▶ **ASSIGNMENT**: Lines before the one containing "Annotation task. Extract" are left out; return that line and all lines after it, exactly, through the end of the records below.

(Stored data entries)
+===+

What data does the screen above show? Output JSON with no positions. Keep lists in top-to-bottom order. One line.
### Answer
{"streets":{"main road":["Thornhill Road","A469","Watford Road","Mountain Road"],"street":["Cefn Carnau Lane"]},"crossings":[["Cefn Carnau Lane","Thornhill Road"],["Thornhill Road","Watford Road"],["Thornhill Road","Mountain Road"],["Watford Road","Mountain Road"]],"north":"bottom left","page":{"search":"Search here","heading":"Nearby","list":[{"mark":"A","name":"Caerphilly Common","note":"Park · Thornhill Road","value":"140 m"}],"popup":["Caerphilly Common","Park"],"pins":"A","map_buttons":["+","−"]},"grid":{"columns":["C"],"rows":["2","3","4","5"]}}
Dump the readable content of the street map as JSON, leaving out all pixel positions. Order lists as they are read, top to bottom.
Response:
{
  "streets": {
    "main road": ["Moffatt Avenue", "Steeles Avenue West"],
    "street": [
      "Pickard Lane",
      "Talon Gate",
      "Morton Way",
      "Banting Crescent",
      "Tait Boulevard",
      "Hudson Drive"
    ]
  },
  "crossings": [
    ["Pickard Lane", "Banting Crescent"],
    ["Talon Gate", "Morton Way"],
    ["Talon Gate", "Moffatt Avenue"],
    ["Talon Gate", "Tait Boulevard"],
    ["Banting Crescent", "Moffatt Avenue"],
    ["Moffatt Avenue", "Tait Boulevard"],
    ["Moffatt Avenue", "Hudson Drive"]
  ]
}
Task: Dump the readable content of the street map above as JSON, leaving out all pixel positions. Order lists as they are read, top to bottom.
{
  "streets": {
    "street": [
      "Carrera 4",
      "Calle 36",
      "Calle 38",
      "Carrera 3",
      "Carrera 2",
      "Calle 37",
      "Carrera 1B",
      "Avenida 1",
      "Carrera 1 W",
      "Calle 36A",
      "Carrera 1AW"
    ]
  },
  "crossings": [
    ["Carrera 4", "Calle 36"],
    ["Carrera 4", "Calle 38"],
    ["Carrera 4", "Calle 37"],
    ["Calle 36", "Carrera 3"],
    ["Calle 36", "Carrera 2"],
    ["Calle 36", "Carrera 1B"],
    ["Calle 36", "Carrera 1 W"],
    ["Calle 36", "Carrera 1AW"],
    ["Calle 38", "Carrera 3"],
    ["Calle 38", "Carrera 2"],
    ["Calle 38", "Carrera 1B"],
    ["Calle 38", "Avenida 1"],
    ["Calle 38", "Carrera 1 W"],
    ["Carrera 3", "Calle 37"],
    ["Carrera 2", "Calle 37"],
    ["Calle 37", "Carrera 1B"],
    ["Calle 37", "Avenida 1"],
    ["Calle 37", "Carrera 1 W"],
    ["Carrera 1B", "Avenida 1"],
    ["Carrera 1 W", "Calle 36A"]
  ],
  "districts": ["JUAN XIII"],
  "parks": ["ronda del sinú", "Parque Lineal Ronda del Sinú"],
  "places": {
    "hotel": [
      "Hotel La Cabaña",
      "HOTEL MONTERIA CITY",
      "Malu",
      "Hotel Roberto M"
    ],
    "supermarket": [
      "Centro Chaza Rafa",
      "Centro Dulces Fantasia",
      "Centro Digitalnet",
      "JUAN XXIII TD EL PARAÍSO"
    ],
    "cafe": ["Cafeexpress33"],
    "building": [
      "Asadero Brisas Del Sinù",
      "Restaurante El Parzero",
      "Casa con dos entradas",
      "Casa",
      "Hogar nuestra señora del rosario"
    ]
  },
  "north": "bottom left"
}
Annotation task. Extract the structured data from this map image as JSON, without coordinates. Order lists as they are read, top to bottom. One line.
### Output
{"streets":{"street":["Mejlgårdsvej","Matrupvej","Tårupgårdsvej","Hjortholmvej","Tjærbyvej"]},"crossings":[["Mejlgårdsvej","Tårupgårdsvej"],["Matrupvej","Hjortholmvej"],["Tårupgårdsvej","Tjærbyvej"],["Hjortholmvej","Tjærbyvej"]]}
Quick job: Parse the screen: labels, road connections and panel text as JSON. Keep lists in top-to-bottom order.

+===+

▶ **ANSWER BELOW**:
Annotation task. Extract the structured data from this map image as JSON, without coordinates. Order lists as they are read, top to bottom. One line.
### Output
{"streets":{"street":["Mejlgårdsvej","Matrupvej","Tårupgårdsvej","Hjortholmvej","Tjærbyvej"]},"crossings":[["Mejlgårdsvej","Tårupgårdsvej"],["Matrupvej","Hjortholmvej"],["Tårupgårdsvej","Tjærbyvej"],["Hjortholmvej","Tjærbyvej"]]}
Quick job: Parse the screen: labels, road connections and panel text as JSON. Keep lists in top-to-bottom order.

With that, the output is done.